We arrived at the birth center at 3:30 am. My midwife checked me and I was at 7 cms. “Thank the lord!” I said. Finally, some progress!
So I hopped off the exam table and waddled my way to the birthing room with no pants on (I really didn’t care at this point) and got in the tub. Ahh. Sweet relief! The water felt great (though I wish it could’ve been a bit warmer) and the knowledge that we didn’t have to go back home was reassuring. The next time we left that birth center, it would be with our baby!
I squatted in the tub and made some weird, guttural, grunting noises. I felt primitive. Like I was connected to all the ancestors of women who had done this very thing, squatting in a forest somewhere. Matt held onto me and gave support. My awesome doula, Sera, was there as well.
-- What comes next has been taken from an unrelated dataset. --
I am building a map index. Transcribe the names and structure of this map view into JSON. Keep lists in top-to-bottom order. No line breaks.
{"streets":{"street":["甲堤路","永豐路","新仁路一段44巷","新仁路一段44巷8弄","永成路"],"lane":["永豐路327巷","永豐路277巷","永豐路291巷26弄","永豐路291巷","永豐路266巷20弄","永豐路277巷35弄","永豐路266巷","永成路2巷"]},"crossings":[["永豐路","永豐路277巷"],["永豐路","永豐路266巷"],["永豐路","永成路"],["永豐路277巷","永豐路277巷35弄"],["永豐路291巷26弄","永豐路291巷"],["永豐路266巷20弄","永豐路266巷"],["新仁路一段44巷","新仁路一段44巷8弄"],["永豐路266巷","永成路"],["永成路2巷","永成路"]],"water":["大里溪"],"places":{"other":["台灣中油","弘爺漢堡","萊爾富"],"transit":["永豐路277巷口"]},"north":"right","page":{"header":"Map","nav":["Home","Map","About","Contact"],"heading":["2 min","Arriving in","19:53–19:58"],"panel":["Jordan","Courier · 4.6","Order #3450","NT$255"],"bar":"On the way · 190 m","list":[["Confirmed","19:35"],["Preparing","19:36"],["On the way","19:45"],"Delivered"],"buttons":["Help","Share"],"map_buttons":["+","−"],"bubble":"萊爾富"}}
The entire staff was kind and supportive, giving me words of encouragement the entire time. “You’re doing so good, momma.” It might seem small, but these words told me I was on the right track. I was doing this “right.”
The midwife checked me a few more times and finally, I was at 10 cms. I have no idea how much time passed. They don’t have any windows in the birth center so you’re not focused on the passage of time. So my time notations from here are out are just guesses. I think I labored in the tub for about 2 hours. I was feeling really “pushy” and was bearing down without trying. My body just did it.
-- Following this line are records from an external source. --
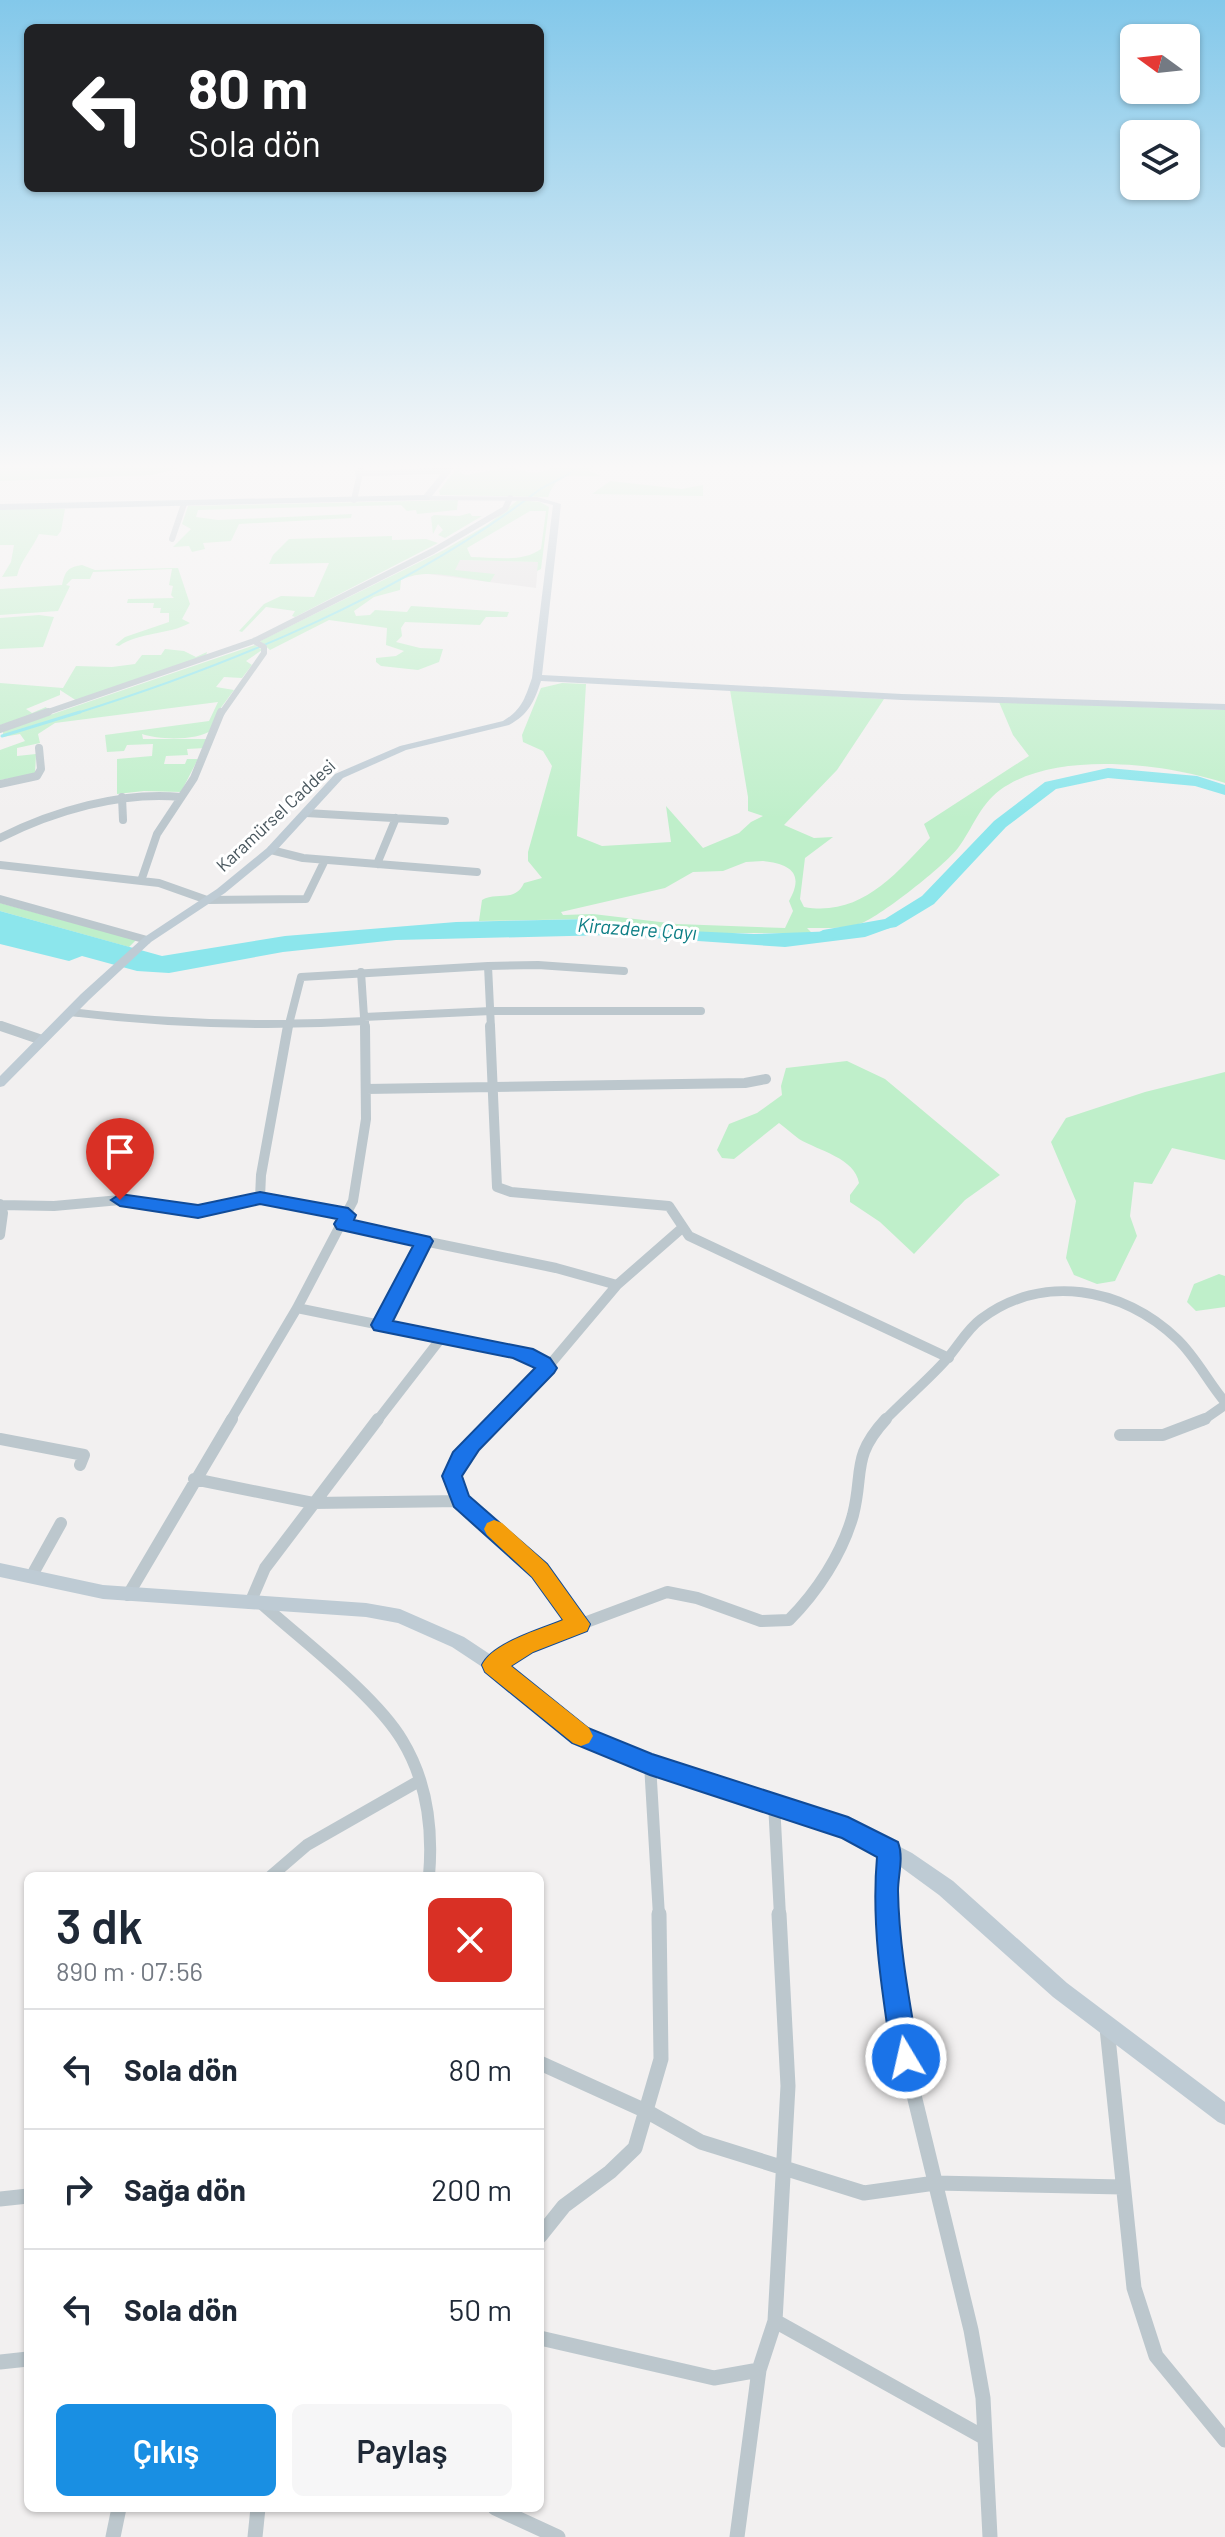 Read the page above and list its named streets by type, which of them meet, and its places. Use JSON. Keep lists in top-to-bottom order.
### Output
{
  "streets": {
    "main road": ["Karamürsel Caddesi"]
  },
  "water": ["Kirazdere Çayı"],
  "north": "left",
  "page": {
    "turn": ["80 m", "Sola dön"],
    "heading": ["3 dk", "890 m · 07:56"],
    "list": [
      {
        "name": "Sola dön",
        "value": "80 m"
      },
      {
        "name": "Sağa dön",
        "value": "200 m"
      },
      {
        "name": "Sola dön",
        "value": "50 m"
      }
    ],
    "buttons": ["Çıkış", "Paylaş"]
  }
}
So I pushed and pushed without much result. Turns out, I wasn’t pushing hard enough. I was afraid, I think of hurting myself. I held back a little bit.
They realized I hadn’t peed in a while so they got me out of the tub. I sat on the toilet and everyone left. I wasn’t able to pee but I had a contraction on the toilet and finally had some progress. The position change helped to work her down a bit. I remember reaching down and felt something. For a moment, I thought I’d broken something down there. Then I realized, what I was feeling was my baby girl’s hair! Oh my god, this was real!
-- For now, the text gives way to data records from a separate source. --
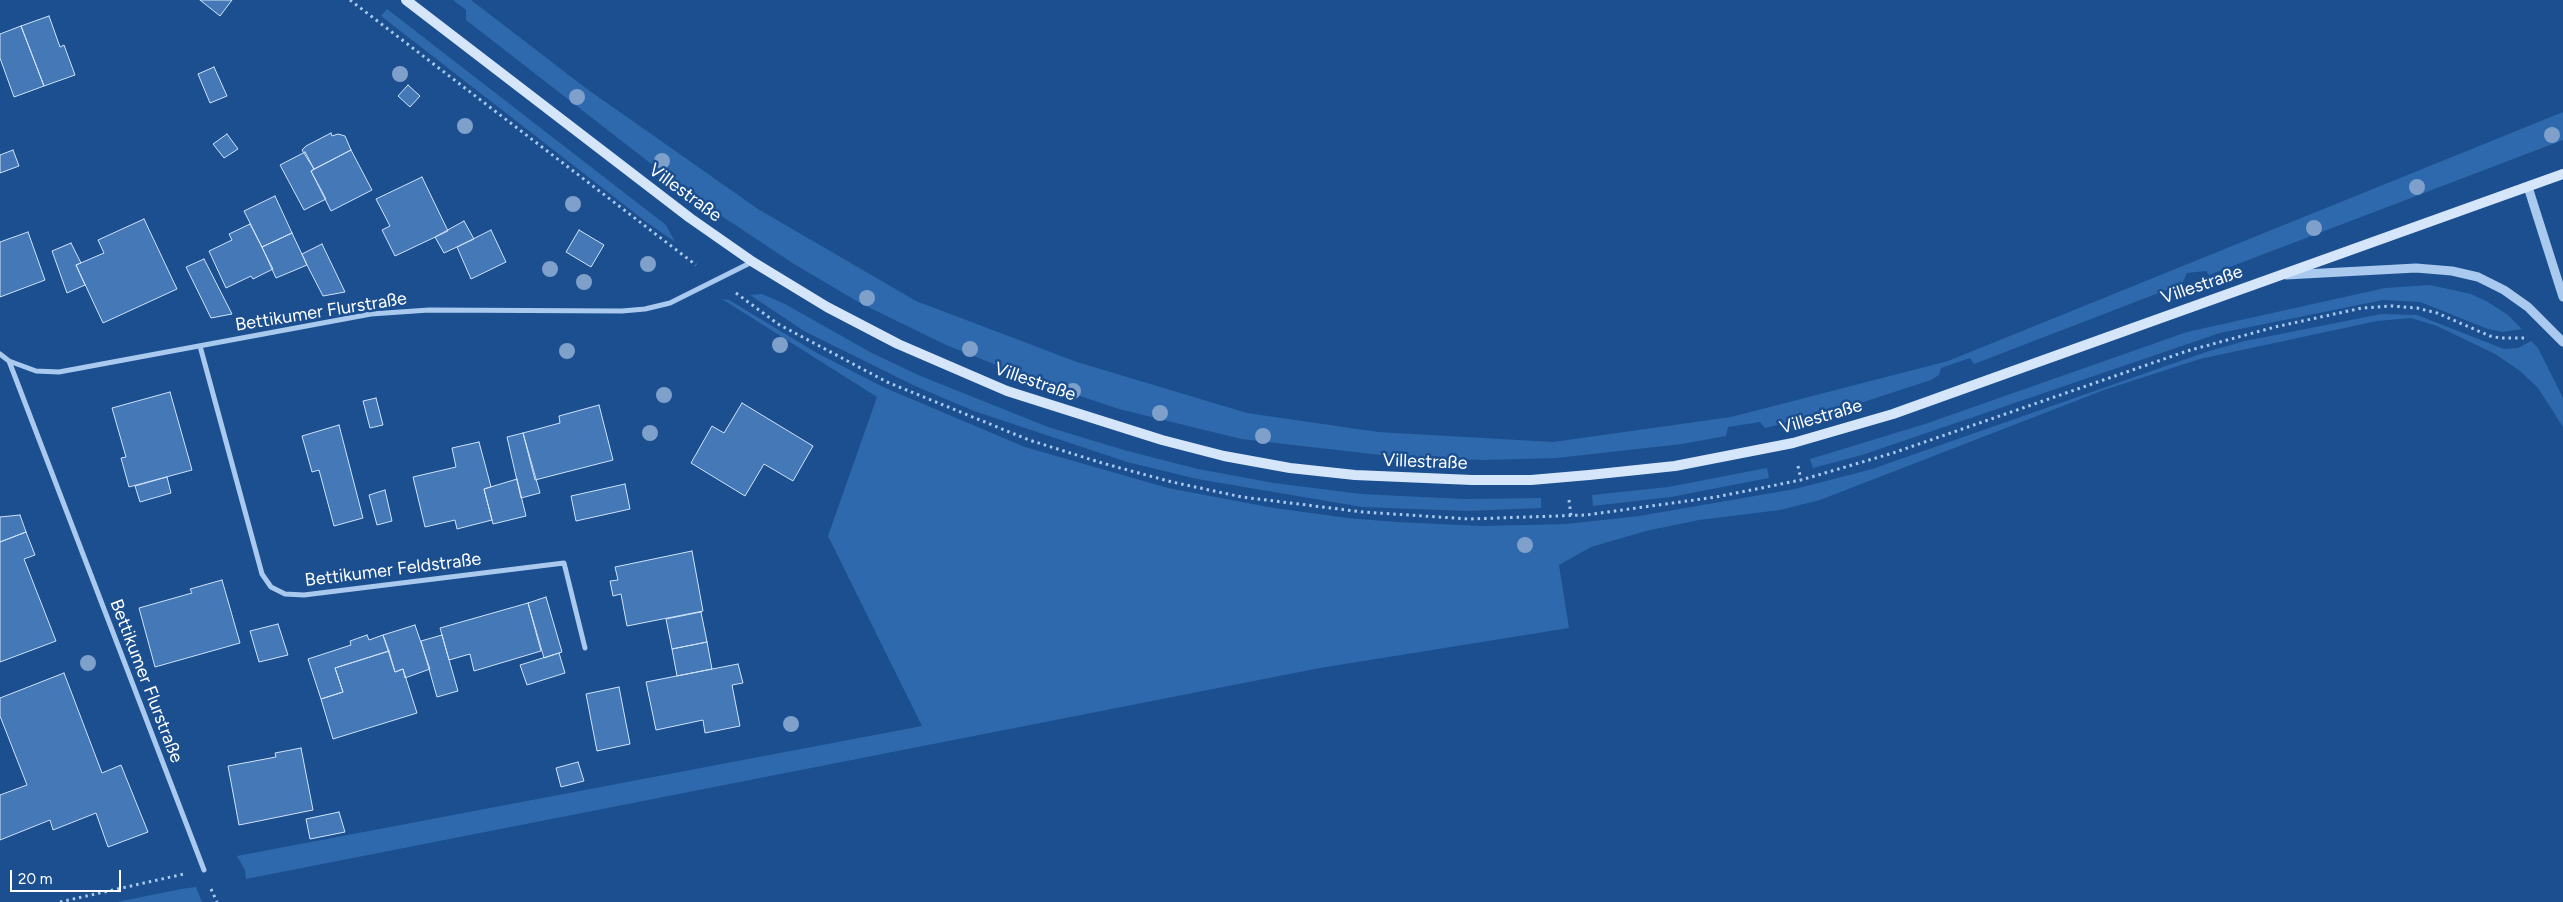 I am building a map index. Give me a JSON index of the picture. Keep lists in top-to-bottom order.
{
  "streets": {
    "main road": ["Villestraße"],
    "street": ["Bettikumer Flurstraße", "Bettikumer Feldstraße"]
  },
  "crossings": [
    ["Villestraße", "Bettikumer Flurstraße"],
    ["Bettikumer Flurstraße", "Bettikumer Feldstraße"]
  ],
  "scale_bar": "20 m"
}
Everyone came back in and my midwife asked me if I’d be okay with laboring on the bed while they gave me a catheter. My bladder was so full it was pushing my uterus to one side apparently. So, I laid down and right before she could put in the catheter, a contraction came. I pushed hard. They gave up on the catheter idea. My midwife asked me if I’d be okay with having my baby on the bed and not in the tub like I’d planned. So long as she gets here! I thought.
I was probably only on the bed a half and hour, but I don’t know for certain. I pushed a few times before she crowned. They held up a mirror so I could see and that provided a lot of motivation. The midwife and crew poured hot olive oil on me and placed super hot wash rags on my perineum to prevent tearing. Then a big push and out her head came. I paused for a few breathes, another contraction came and I pushed again. Her body slipped right out. The midwife handed her to Matt, with the warning that the umbilical cord was a bit short, and he handed her to me.
At 8:09 am, September Elyse was born.
The first thought in my head? She’s so slippery!
I delivered the placenta after a few minutes then they wrapped everything up and made me comfortable as Matt and I sat and admired our new baby. She was so cute and wiggly.
She nursed right away after that. I just couldn’t stop looking at her. This came out of me?!
After a time, the midwife came back and helped Matt cut the cord. They whisked her off to be weighed and measured. 7lbs. 6oz and 21 inches long. She had a full head of hair and blue gray eyes. So pretty.
They cleaned me up and gave me a catheter to empty my ridiculously full bladder. Then we received a few aftercare instructions and they sent us on our way. Five hours after giving birth, we were back home, and for the first time, as a family.
A big thank-you to Brenda for sharing her birth story with us!